▶ **Exercise materials**:
--- START ---
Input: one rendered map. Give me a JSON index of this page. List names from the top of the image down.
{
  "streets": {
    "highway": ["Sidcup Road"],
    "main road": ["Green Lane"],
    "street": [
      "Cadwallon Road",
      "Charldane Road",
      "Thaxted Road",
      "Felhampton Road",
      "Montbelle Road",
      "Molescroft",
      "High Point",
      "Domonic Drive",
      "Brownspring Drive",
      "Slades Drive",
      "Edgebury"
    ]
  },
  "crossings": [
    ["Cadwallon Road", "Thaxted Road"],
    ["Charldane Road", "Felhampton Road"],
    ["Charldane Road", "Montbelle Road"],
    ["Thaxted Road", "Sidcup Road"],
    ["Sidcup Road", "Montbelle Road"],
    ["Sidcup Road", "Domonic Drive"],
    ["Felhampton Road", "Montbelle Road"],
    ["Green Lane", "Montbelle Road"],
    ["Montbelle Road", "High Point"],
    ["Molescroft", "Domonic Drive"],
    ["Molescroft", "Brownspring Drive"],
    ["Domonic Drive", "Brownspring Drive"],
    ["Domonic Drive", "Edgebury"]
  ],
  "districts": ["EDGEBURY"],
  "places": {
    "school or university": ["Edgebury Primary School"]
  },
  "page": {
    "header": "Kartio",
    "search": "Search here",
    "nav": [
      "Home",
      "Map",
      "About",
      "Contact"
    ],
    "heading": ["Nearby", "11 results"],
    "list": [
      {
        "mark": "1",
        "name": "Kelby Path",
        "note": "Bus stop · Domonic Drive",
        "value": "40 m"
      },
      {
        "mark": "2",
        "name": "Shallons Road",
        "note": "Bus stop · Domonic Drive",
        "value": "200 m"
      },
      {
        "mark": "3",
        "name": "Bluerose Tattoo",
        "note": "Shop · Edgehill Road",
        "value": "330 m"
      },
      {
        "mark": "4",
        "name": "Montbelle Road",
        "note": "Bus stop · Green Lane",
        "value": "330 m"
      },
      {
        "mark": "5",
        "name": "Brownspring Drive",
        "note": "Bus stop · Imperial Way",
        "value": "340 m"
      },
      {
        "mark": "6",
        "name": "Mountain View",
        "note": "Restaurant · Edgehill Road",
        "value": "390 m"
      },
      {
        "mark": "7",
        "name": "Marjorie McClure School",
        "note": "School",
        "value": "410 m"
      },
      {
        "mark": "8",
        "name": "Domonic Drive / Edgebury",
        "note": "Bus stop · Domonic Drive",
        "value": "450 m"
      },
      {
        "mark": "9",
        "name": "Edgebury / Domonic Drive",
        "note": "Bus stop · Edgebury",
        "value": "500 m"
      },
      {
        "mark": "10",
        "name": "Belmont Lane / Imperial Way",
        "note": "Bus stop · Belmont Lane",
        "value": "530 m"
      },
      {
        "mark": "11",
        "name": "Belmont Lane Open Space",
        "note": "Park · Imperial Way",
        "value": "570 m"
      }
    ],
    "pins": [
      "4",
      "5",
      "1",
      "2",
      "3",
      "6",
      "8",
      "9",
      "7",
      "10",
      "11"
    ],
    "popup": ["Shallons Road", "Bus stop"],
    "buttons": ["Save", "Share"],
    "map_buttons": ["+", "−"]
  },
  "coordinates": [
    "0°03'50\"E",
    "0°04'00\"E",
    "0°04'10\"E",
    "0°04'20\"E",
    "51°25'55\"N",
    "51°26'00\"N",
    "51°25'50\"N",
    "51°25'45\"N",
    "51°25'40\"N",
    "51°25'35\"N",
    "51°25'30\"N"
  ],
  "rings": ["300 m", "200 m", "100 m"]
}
--- END ---
▶ **Task directions**:
Copy every line of the data above in which the string "Charldane" appears.

▶ **Expected output**:
      "Charldane Road",
    ["Charldane Road", "Felhampton Road"],
    ["Charldane Road", "Montbelle Road"],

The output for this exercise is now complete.